12. The principle laid down by Hon'ble the Supreme Court cannot be disputed but the question is whether a person is capable to identify opium simply by seeing and smelling. If this can be done then certainly it is not necessary to send the substance for examination to Chemical Analyst. The Head Constable Amanullah PW1 and the SHO Ram Chandra PW5 are the two Police Officers; one who has caught the accused and the second who has investigated the matter and put up the challan. Both these witnesses are interested witnesses. Whether these two Police Officers can be relied on this aspect that the substance was opium? In this regard in the Karvahi Police it has been mentioned that by smell the substance was found to be the opium. As mentioned in the report Ex. P1 that this substance was found in a plastic bottle means it was a liquid. It cannot be said that it was a complete opium. It might be in a diluted form. It was, therefore, necessary to send it to Chemical Analyst for finding out its characteristic. Actually, the motbirs who were independent persons and in whose presence the substance was seized and if had they stated that this substance is opium because they smelt it or by seeing they are of this opinion that this substance is opium, then certainly the position would have been different. Motbir Mooldan (PW4) has not stated that the recovered substance was opium. Other motbir Ramesh was not examined.
13. One thing is to be kept in mind that an Excise Inspector who deals with such substance off and on and who is an expert in this line can certainly say after seeing and smelling that the substance is opium because they had been trained in this aspect. For a Head Constable and SHO I do not think it is possible for them to say simply by seeing and smelling that the substance is opium one. Anyway, once the sample was sent to Chemical Examiner it was the duty of the prosecution to prove beyond doubt that the sample was sealed and seal was intact and it was sent in intact condition to the Laboratory for examination.
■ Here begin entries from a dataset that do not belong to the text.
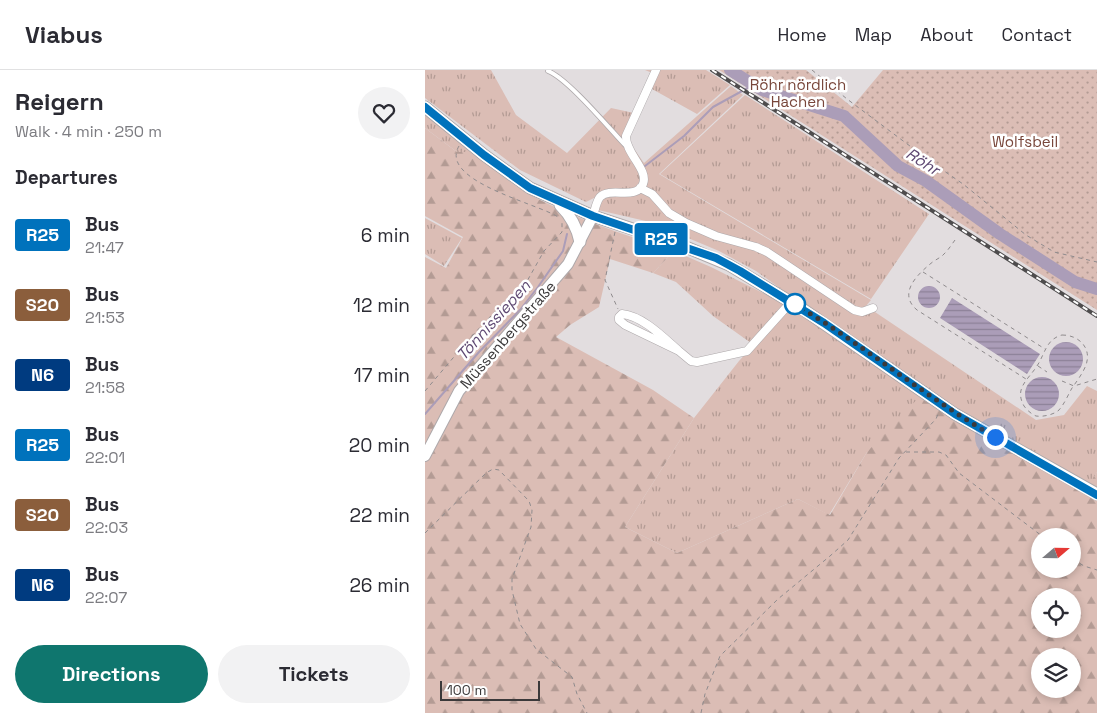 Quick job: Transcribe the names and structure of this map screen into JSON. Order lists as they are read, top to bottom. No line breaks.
{"streets":{"main road":["Müssenbergstraße"]},"water":["Röhr","Tönnissiepen"],"parks":["Röhr nördlich Hachen","Wolfsbeil"],"lines":["bus line R25"],"scale_bar":"100 m","north":"right","page":{"header":"Viabus","nav":["Home","Map","About","Contact"],"heading":[["Reigern","Walk · 4 min · 250 m"],"Departures"],"on_map":"R25","list":[{"mark":"R25","name":"Bus","note":"21:47","value":"6 min"},{"mark":"S20","name":"Bus","note":"21:53","value":"12 min"},{"mark":"N6","name":"Bus","note":"21:58","value":"17 min"},{"mark":"R25","name":"Bus","note":"22:01","value":"20 min"},{"mark":"S20","name":"Bus","note":"22:03","value":"22 min"},{"mark":"N6","name":"Bus","note":"22:07","value":"26 min"}],"buttons":["Directions","Tickets"],"scale":"100 m"}} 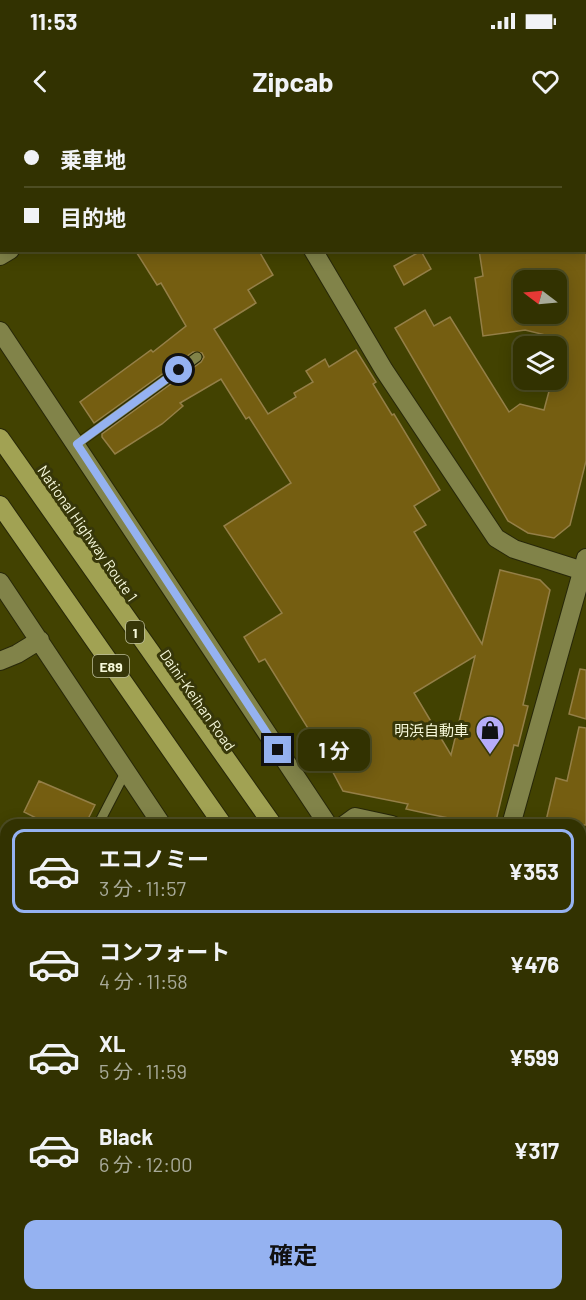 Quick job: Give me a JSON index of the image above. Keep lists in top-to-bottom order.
{
  "streets": {
    "highway": [
      "National Highway Route 1",
      "1",
      "E89",
      "Daini-Keihan Road"
    ]
  },
  "places": {
    "shop": ["明浜自動車"]
  },
  "north": "left",
  "page": {
    "status": "11:53",
    "header": "Zipcab",
    "banner": ["乗車地", "目的地"],
    "bubble": "1 分",
    "list": [
      {
        "name": "エコノミー",
        "note": "3 分 · 11:57",
        "value": "¥353"
      },
      {
        "name": "コンフォート",
        "note": "4 分 · 11:58",
        "value": "¥476"
      },
      {
        "name": "XL",
        "note": "5 分 · 11:59",
        "value": "¥599"
      },
      {
        "name": "Black",
        "note": "6 分 · 12:00",
        "value": "¥317"
      }
    ],
    "buttons": "確定"
  }
} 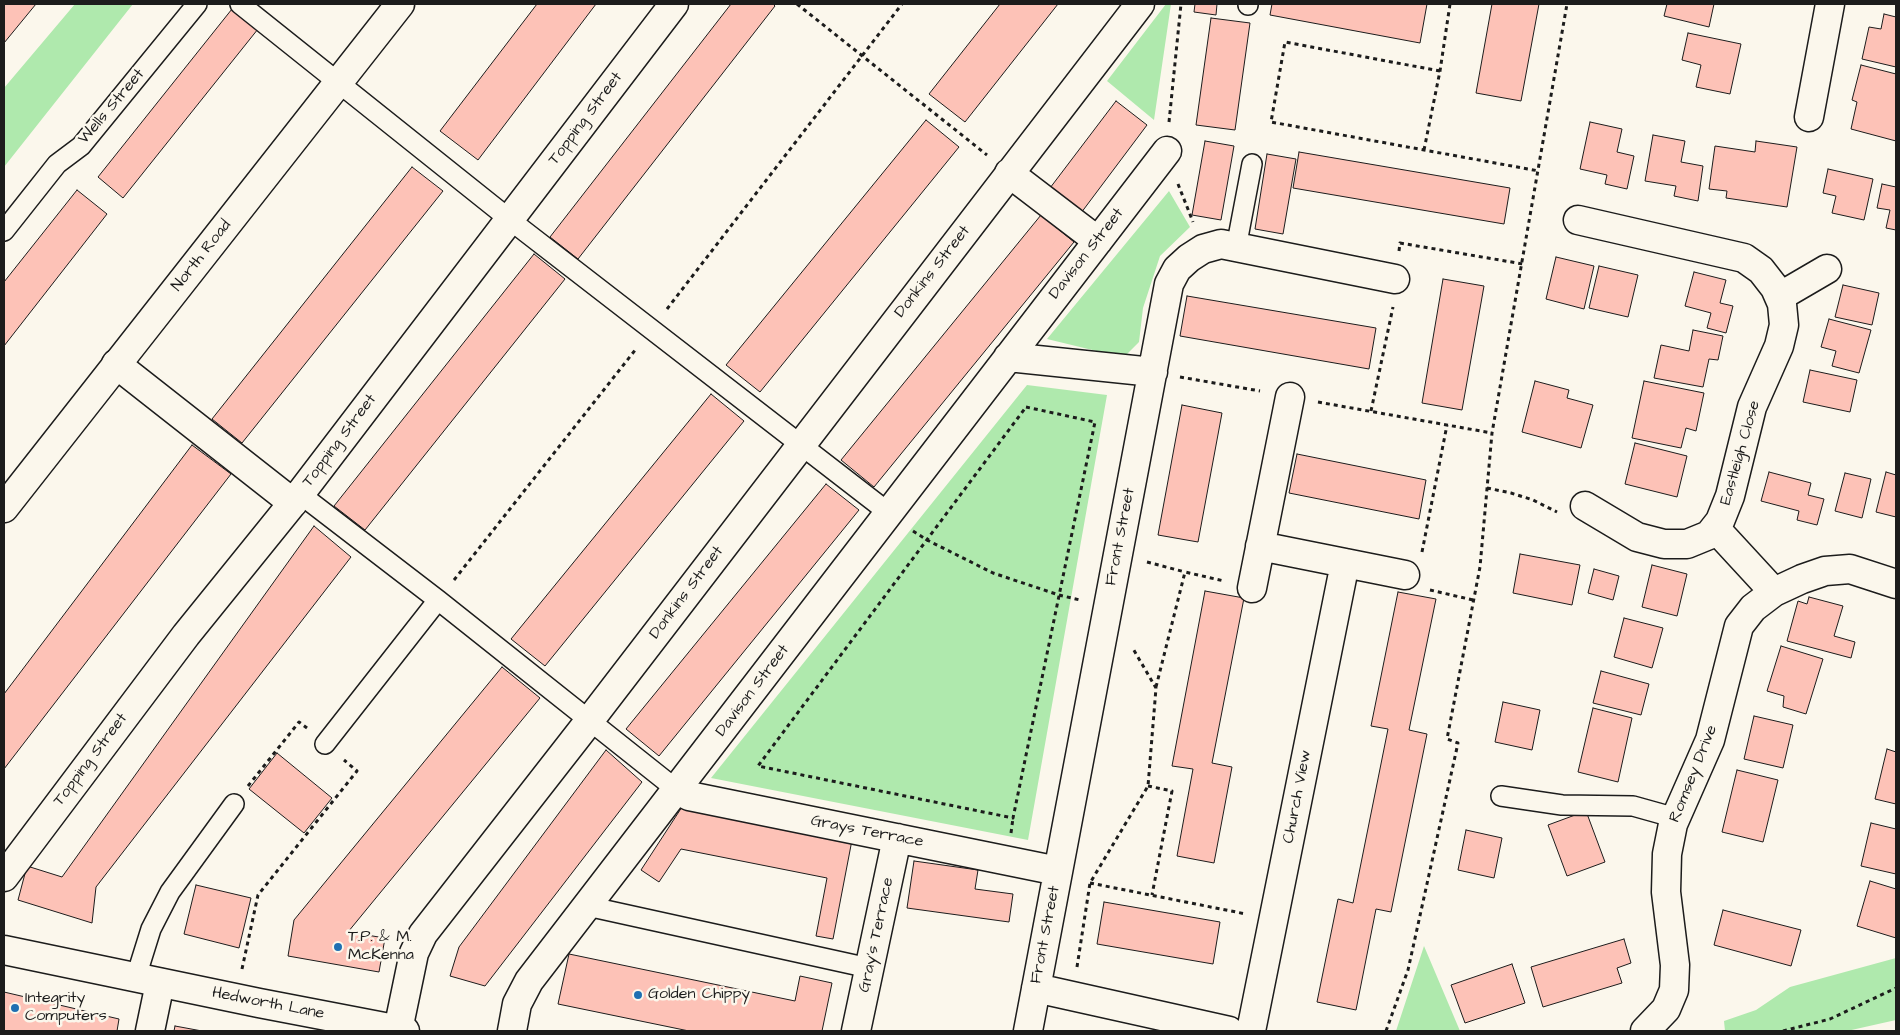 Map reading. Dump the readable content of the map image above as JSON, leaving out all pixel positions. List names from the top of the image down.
{
  "streets": {
    "street": [
      "Topping Street",
      "Davison Street",
      "North Road",
      "Donkins Street",
      "Eastleigh Close",
      "Front Street",
      "Romsey Drive",
      "Church View",
      "Grays Terrace",
      "Gray's Terrace",
      "Hedworth Lane"
    ],
    "lane": ["Wells Street"]
  },
  "crossings": [
    ["Davison Street", "Grays Terrace"],
    ["Donkins Street", "Hedworth Lane"],
    ["Front Street", "Grays Terrace"],
    ["Grays Terrace", "Gray's Terrace"]
  ],
  "places": ["T.P. & M. McKenna", "Golden Chippy", "Integrity Computers"]
} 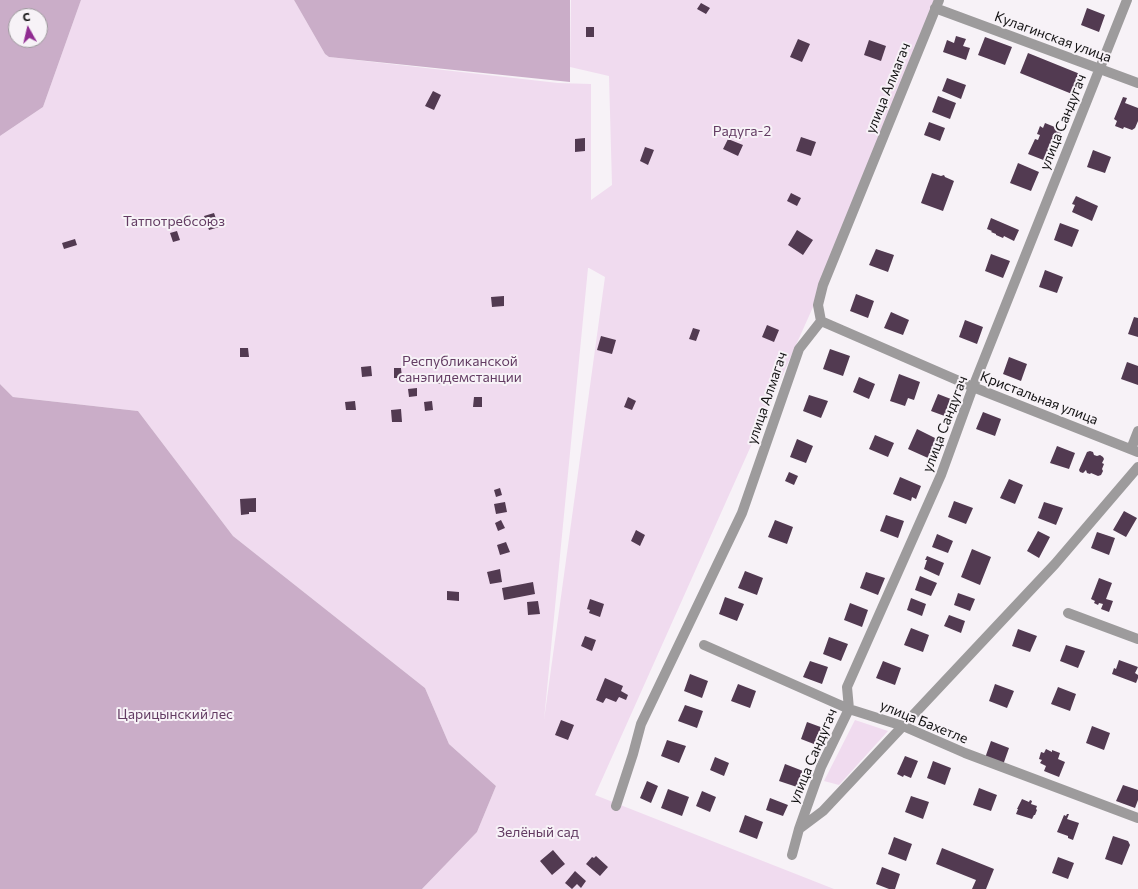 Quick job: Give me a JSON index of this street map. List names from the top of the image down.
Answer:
{
  "streets": {
    "street": [
      "Кулагинская улица",
      "улица Алмагач",
      "улица Сандугач",
      "Кристальная улица",
      "улица Бахетле"
    ]
  },
  "crossings": [
    ["Кулагинская улица", "улица Алмагач"],
    ["Кулагинская улица", "улица Сандугач"],
    ["улица Алмагач", "Кристальная улица"],
    ["улица Сандугач", "Кристальная улица"],
    ["улица Сандугач", "улица Бахетле"]
  ],
  "parks": [
    "Радуга-2",
    "Татпотребсоюз",
    "Республиканской санэпидемстанции",
    "Царицынский лес",
    "Зелёный сад"
  ],
  "north": "top"
} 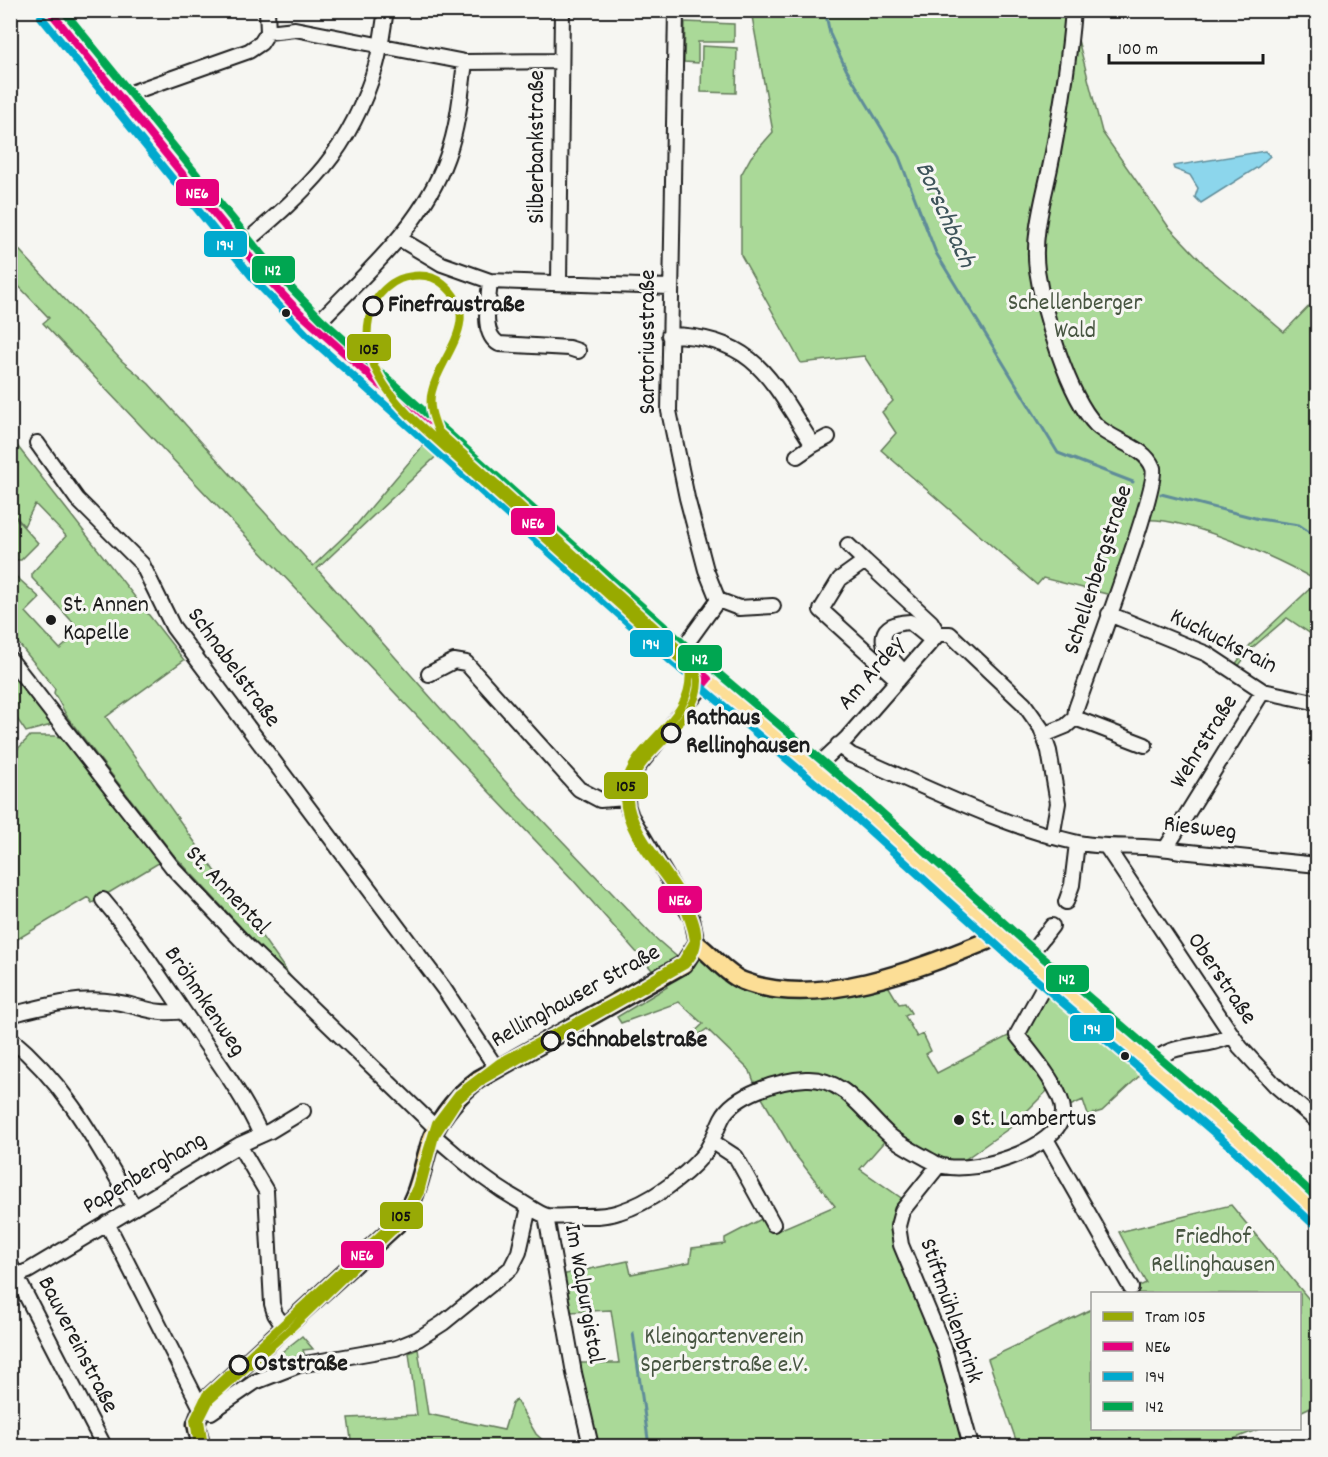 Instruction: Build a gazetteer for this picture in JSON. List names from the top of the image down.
{
  "streets": {
    "main road": ["Rellinghauser Straße"],
    "street": [
      "Silberbankstraße",
      "Sartoriusstraße",
      "Schellenbergstraße",
      "Kuckucksrain",
      "Schnabelstraße",
      "Am Ardey",
      "Wehrstraße",
      "Riesweg",
      "St. Annental",
      "Oberstraße",
      "Bröhmkenweg",
      "Papenberghang",
      "Im Walpurgistal",
      "Stiftmühlenbrink",
      "Bauvereinstraße"
    ]
  },
  "crossings": [
    ["Schellenbergstraße", "Kuckucksrain"],
    ["Kuckucksrain", "Wehrstraße"],
    ["Schnabelstraße", "Rellinghauser Straße"],
    ["Wehrstraße", "Riesweg"],
    ["Riesweg", "Oberstraße"],
    ["St. Annental", "Rellinghauser Straße"],
    ["St. Annental", "Im Walpurgistal"],
    ["Rellinghauser Straße", "Im Walpurgistal"],
    ["Bröhmkenweg", "Papenberghang"],
    ["Papenberghang", "Bauvereinstraße"]
  ],
  "water": ["Borschbach"],
  "parks": ["Schellenberger Wald", "Friedhof Rellinghausen", "Kleingartenverein Sperberstraße e.V."],
  "places": [
    "Finefraustraße",
    "St. Annen Kapelle",
    "Rathaus Rellinghausen",
    "Schnabelstraße",
    "St. Lambertus",
    "Oststraße"
  ],
  "lines": [
    "transit line NE6",
    "transit line 142",
    "transit line 194",
    "tram line 105"
  ],
  "legend": [
    "Tram 105",
    "NE6",
    "194",
    "142"
  ],
  "scale_bar": "100 m"
} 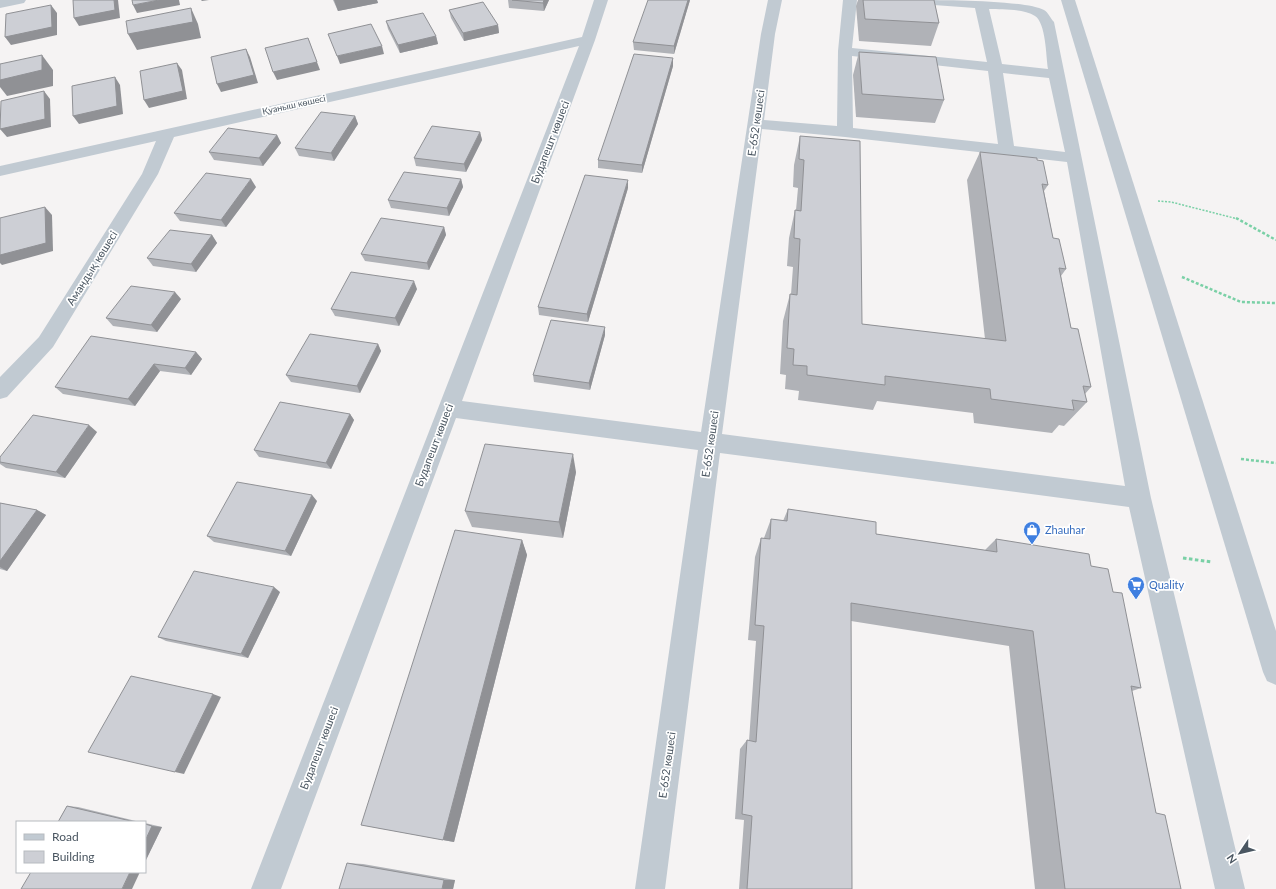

In the present case as observed above that the matter of sealing and the seal was intact or not creates doubt and certainly when doubt is created the benefit of doubt is to be given to the accused.
14. It is really a matter of sorrow that in the cases under Narcotic Act when the punishment is made so severe and minimum sentence awarded is 10 years and a fine of Rs. 1,00,000/-, investigation was not to the mark. It is expected that the investigation should be in a far-far better condition.
15. In view of my above observations, I find that the prosecution has failed to establish its case beyond reasonable doubt. The benefit of doubt is. therefore, given to the accused.
16. As a result, the appeal is accepted. The accused is not found guilty under Section 8/18 of Narcotic Drugs and Psychotropic Substances Act, 1985 and his conviction and sentence as awarded by the learned Sessions Judge, Ajmer are set aside. The accused is in central jail Ajmer. He be set at liberty forth-with, if not required in any other case.